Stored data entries
--- START ---

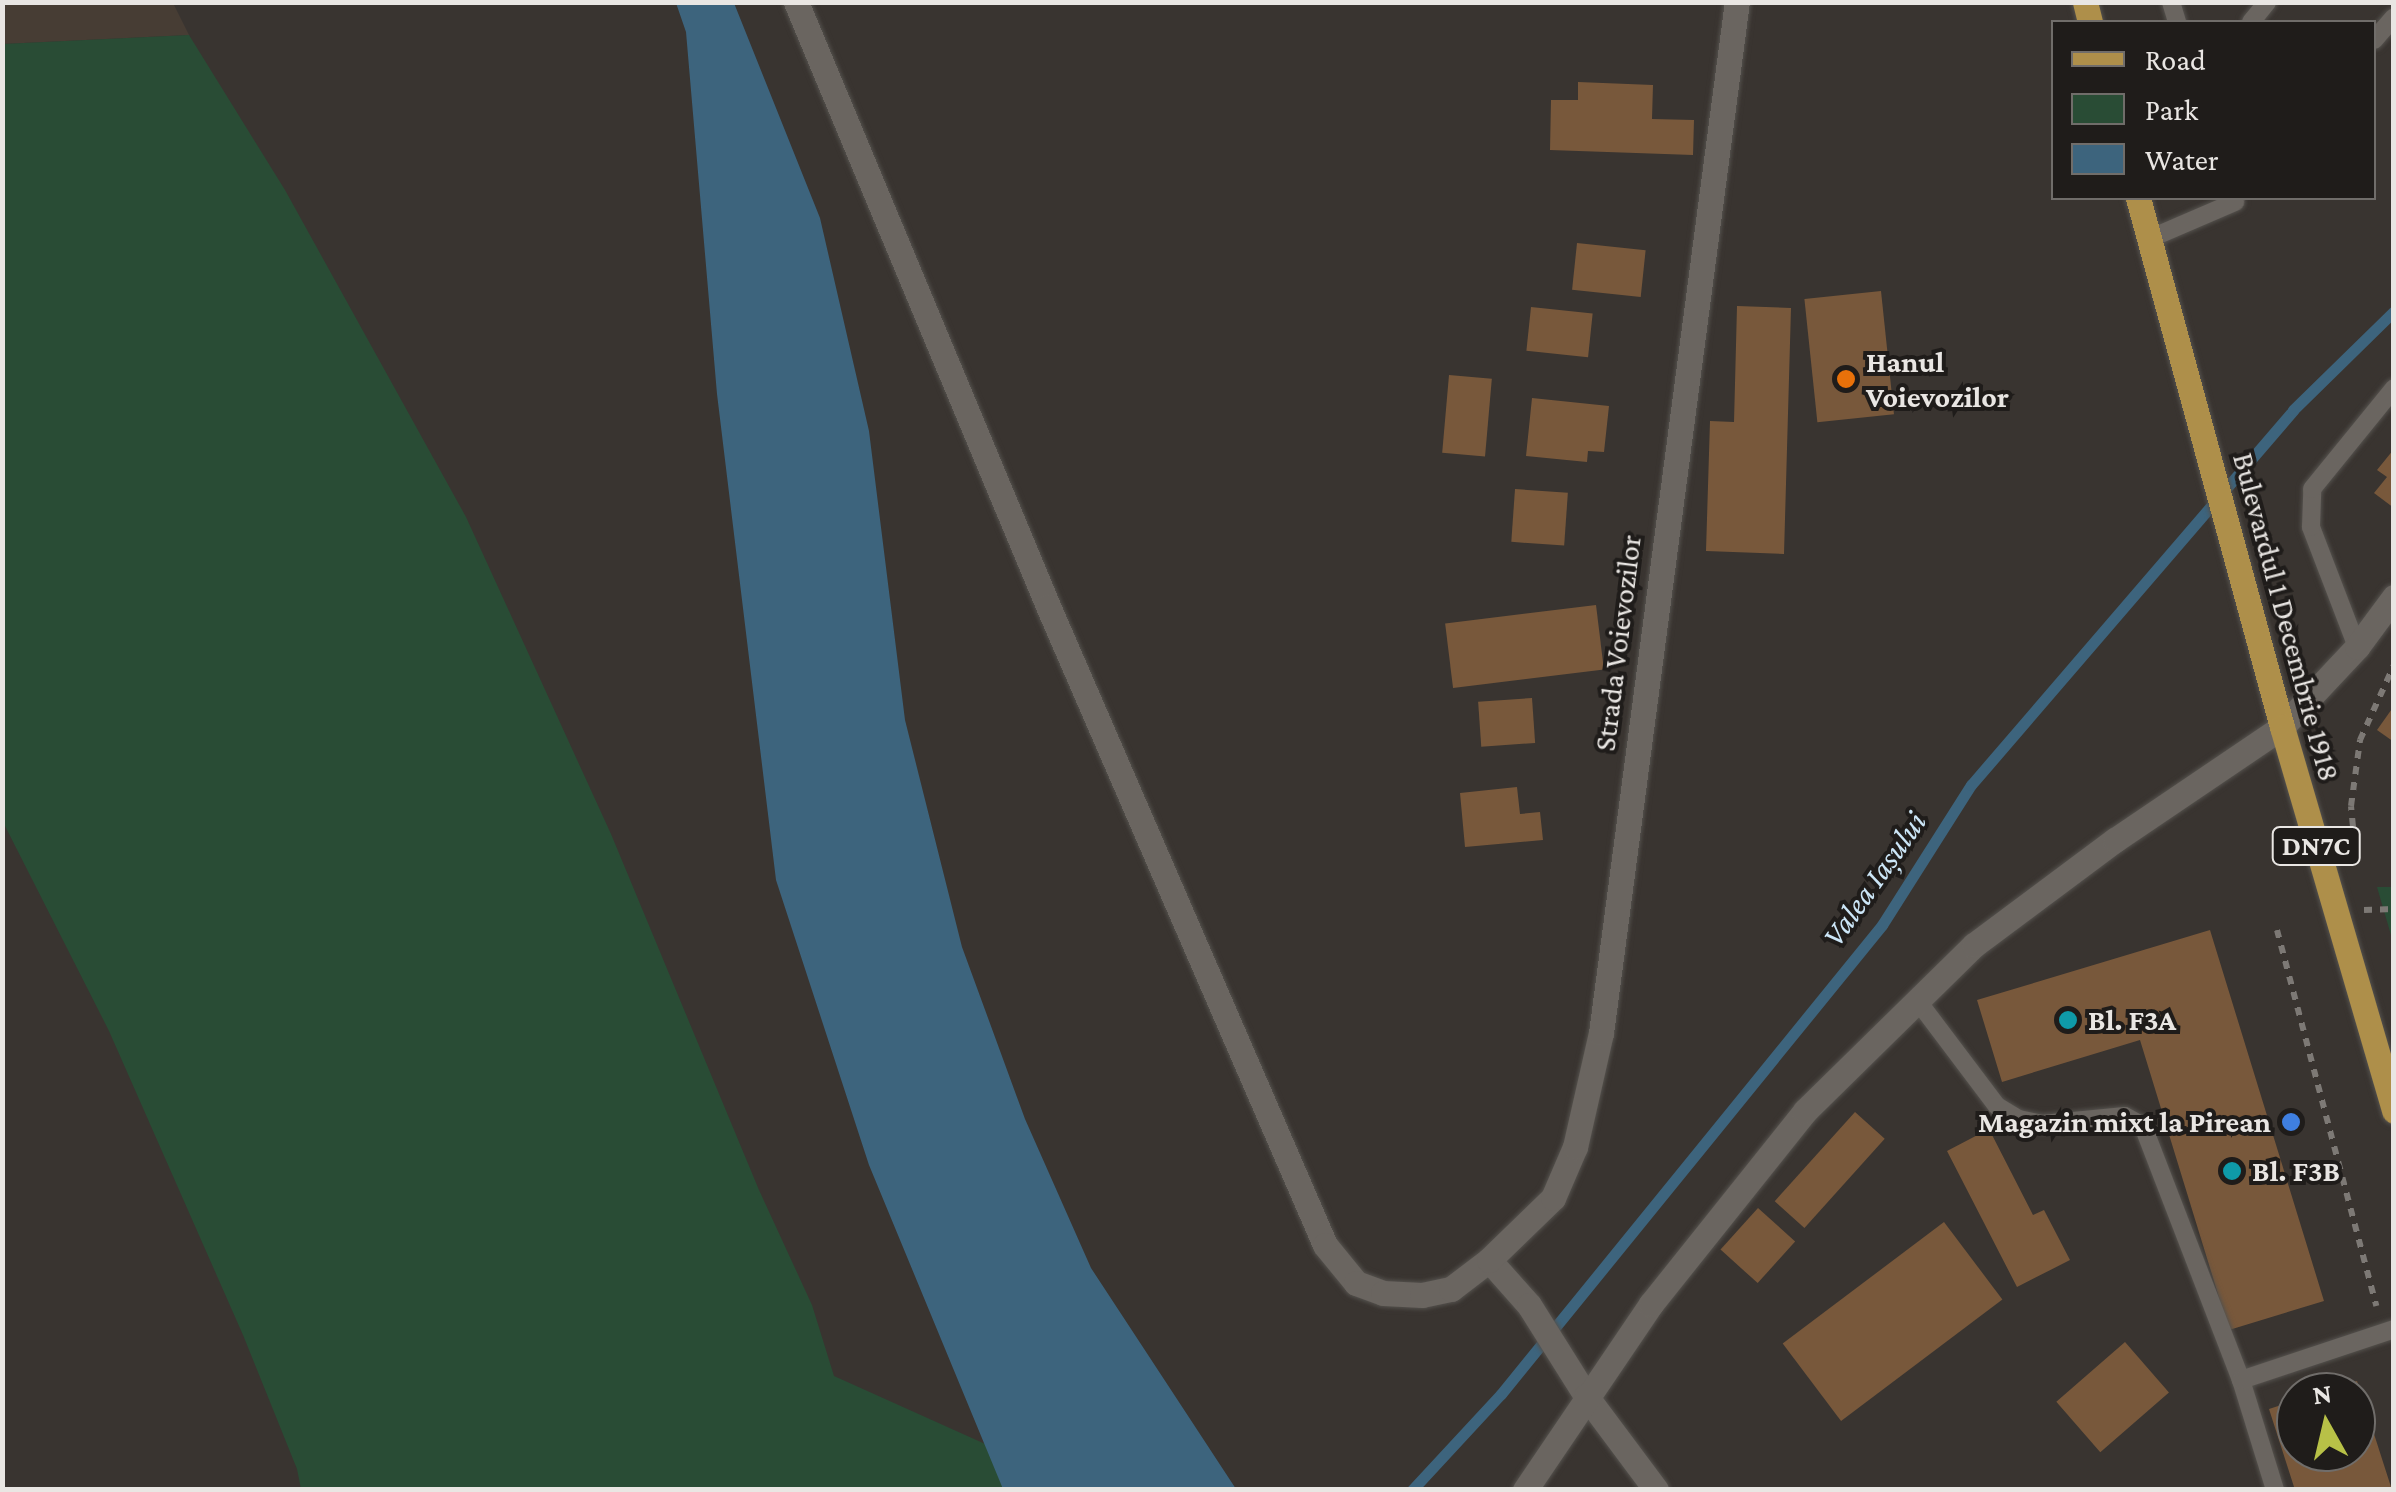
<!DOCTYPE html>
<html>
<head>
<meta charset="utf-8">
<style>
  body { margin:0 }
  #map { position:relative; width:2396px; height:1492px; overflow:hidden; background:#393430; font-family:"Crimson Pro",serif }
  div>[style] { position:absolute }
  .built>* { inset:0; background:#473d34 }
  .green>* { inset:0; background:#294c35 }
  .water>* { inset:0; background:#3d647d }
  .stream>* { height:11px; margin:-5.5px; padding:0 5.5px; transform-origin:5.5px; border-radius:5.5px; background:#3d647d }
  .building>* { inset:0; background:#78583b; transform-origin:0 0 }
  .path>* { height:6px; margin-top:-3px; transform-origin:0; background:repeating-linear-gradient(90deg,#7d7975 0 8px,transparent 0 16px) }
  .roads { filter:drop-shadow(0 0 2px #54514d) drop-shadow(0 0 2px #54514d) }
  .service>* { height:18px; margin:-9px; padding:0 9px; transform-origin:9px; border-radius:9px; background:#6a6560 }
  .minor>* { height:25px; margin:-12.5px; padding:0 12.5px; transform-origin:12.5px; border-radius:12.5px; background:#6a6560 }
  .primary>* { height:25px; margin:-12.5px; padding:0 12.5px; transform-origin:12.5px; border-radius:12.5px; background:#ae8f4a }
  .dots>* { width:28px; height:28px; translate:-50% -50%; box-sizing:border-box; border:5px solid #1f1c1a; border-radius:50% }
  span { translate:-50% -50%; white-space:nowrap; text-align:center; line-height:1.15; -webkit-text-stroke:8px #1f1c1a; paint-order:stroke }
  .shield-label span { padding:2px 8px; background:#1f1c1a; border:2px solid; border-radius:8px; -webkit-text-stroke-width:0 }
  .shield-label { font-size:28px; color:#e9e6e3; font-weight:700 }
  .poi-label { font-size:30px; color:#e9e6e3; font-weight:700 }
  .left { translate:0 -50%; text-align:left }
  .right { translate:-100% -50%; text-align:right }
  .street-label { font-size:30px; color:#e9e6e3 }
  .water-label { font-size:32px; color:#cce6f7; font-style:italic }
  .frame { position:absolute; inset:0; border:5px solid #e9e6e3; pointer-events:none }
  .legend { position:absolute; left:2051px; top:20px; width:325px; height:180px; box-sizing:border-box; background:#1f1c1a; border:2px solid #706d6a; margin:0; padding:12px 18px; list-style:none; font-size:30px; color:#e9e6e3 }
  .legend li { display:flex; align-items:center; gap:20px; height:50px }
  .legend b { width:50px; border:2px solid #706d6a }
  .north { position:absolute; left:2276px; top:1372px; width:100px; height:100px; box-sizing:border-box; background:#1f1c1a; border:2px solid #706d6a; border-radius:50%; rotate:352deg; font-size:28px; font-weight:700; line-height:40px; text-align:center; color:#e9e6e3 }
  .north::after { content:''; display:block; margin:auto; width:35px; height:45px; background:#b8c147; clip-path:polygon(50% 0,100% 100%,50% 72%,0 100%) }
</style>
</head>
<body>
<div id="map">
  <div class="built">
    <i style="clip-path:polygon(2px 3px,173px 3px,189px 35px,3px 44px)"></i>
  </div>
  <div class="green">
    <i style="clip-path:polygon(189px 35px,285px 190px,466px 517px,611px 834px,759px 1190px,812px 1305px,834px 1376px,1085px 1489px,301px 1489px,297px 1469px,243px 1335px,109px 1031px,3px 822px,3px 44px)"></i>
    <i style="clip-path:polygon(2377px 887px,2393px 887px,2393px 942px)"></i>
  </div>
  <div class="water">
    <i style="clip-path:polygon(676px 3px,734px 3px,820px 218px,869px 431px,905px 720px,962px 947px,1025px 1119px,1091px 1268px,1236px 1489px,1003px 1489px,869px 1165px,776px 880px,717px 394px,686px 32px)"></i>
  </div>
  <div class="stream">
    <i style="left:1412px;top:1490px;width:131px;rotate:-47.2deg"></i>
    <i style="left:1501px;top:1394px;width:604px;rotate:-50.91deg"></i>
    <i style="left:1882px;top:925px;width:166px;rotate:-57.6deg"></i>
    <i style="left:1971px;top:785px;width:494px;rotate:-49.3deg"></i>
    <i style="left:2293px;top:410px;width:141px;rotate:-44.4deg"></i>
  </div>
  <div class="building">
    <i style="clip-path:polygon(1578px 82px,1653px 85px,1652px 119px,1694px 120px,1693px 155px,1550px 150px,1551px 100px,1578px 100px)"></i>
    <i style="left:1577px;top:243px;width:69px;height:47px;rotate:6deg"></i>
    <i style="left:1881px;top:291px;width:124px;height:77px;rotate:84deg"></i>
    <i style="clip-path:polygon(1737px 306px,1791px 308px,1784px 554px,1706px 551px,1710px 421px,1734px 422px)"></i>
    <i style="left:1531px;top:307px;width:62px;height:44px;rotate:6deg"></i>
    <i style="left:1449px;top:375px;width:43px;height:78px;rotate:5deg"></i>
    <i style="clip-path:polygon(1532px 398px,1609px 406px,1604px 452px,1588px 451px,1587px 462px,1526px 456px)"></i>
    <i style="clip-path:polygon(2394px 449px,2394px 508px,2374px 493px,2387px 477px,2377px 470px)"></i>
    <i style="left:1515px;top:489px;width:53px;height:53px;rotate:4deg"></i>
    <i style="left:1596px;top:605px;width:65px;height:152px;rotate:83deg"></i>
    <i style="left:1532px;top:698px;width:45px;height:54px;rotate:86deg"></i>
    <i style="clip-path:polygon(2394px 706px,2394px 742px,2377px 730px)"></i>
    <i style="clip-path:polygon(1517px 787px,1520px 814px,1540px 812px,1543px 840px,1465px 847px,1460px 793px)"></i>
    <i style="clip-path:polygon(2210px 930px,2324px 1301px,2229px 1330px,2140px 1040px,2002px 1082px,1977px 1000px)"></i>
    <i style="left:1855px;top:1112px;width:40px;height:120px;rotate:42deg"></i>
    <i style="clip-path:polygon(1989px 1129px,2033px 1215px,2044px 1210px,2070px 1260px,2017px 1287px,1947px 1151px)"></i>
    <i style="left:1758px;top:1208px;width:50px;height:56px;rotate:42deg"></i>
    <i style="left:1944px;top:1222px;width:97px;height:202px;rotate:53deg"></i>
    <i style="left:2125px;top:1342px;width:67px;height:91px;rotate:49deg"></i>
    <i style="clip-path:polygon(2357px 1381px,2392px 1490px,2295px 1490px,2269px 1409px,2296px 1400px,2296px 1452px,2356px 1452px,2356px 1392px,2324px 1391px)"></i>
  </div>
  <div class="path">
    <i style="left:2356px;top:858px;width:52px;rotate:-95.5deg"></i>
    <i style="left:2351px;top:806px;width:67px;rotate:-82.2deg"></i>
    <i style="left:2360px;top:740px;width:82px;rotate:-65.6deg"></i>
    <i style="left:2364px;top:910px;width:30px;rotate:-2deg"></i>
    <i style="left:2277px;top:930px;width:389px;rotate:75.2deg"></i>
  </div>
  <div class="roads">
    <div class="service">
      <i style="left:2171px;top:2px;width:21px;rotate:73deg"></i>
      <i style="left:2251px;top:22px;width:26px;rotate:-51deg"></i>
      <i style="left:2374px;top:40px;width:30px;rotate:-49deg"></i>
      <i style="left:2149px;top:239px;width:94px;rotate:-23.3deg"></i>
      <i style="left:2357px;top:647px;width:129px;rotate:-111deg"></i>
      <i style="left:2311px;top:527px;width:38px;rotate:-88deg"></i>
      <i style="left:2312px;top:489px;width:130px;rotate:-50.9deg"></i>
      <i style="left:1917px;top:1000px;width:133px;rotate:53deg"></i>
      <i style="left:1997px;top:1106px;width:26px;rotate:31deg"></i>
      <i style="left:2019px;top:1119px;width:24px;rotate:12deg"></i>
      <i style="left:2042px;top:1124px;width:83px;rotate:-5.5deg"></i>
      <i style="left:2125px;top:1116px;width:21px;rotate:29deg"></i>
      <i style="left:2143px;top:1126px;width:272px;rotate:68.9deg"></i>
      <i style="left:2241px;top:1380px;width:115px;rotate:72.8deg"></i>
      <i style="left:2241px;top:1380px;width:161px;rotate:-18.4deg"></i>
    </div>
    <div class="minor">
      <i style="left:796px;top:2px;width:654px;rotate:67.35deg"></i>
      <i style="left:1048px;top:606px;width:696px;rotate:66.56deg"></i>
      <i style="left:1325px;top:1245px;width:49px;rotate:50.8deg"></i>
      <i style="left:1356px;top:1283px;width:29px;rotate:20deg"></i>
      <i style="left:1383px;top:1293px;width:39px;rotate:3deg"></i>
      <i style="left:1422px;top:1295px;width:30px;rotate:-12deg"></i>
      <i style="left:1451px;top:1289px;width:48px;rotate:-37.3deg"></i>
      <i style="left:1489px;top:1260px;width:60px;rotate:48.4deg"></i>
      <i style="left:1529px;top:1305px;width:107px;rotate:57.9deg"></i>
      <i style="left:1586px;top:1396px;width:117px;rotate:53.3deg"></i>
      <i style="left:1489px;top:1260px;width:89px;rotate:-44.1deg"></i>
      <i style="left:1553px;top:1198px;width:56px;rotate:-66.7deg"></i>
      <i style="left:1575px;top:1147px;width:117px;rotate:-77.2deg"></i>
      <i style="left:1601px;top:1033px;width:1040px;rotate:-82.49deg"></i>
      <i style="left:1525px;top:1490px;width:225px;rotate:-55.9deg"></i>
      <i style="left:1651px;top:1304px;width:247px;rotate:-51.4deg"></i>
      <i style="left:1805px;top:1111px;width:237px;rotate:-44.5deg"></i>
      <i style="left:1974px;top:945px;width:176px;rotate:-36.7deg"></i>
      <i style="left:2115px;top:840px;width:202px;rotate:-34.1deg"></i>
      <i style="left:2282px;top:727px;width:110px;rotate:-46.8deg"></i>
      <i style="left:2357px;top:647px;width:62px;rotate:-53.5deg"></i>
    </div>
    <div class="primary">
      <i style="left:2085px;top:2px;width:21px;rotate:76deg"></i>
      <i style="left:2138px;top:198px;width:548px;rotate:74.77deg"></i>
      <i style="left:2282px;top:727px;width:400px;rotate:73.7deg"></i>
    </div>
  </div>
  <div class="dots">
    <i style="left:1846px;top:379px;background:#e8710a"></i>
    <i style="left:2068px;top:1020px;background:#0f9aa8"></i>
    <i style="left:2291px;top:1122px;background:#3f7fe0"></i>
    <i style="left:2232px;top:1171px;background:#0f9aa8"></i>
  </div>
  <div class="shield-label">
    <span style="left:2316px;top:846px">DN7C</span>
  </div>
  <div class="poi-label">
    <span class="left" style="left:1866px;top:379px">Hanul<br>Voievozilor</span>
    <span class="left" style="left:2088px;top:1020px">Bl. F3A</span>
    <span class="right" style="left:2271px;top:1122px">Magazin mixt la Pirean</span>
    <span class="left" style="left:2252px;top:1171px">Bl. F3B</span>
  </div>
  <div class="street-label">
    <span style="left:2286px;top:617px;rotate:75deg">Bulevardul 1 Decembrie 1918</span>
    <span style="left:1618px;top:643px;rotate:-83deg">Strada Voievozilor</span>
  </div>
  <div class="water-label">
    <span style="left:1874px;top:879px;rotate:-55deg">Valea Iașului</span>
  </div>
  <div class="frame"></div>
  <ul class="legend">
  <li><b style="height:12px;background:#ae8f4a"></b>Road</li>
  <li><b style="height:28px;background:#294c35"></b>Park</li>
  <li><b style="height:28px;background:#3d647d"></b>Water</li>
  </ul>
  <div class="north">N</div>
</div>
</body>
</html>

--- END ---

What is being asked: Only the lines above from the line containing "font-size:30px; color:#e9e6e3; font-weight:700" through the line containing "position:absolute; left:2276px; top:1372px;" should be retyped, exactly and with both ends included.

The completed task:
  .poi-label { font-size:30px; color:#e9e6e3; font-weight:700 }
  .left { translate:0 -50%; text-align:left }
  .right { translate:-100% -50%; text-align:right }
  .street-label { font-size:30px; color:#e9e6e3 }
  .water-label { font-size:32px; color:#cce6f7; font-style:italic }
  .frame { position:absolute; inset:0; border:5px solid #e9e6e3; pointer-events:none }
  .legend { position:absolute; left:2051px; top:20px; width:325px; height:180px; box-sizing:border-box; background:#1f1c1a; border:2px solid #706d6a; margin:0; padding:12px 18px; list-style:none; font-size:30px; color:#e9e6e3 }
  .legend li { display:flex; align-items:center; gap:20px; height:50px }
  .legend b { width:50px; border:2px solid #706d6a }
  .north { position:absolute; left:2276px; top:1372px; width:100px; height:100px; box-sizing:border-box; background:#1f1c1a; border:2px solid #706d6a; border-radius:50%; rotate:352deg; font-size:28px; font-weight:700; line-height:40px; text-align:center; color:#e9e6e3 }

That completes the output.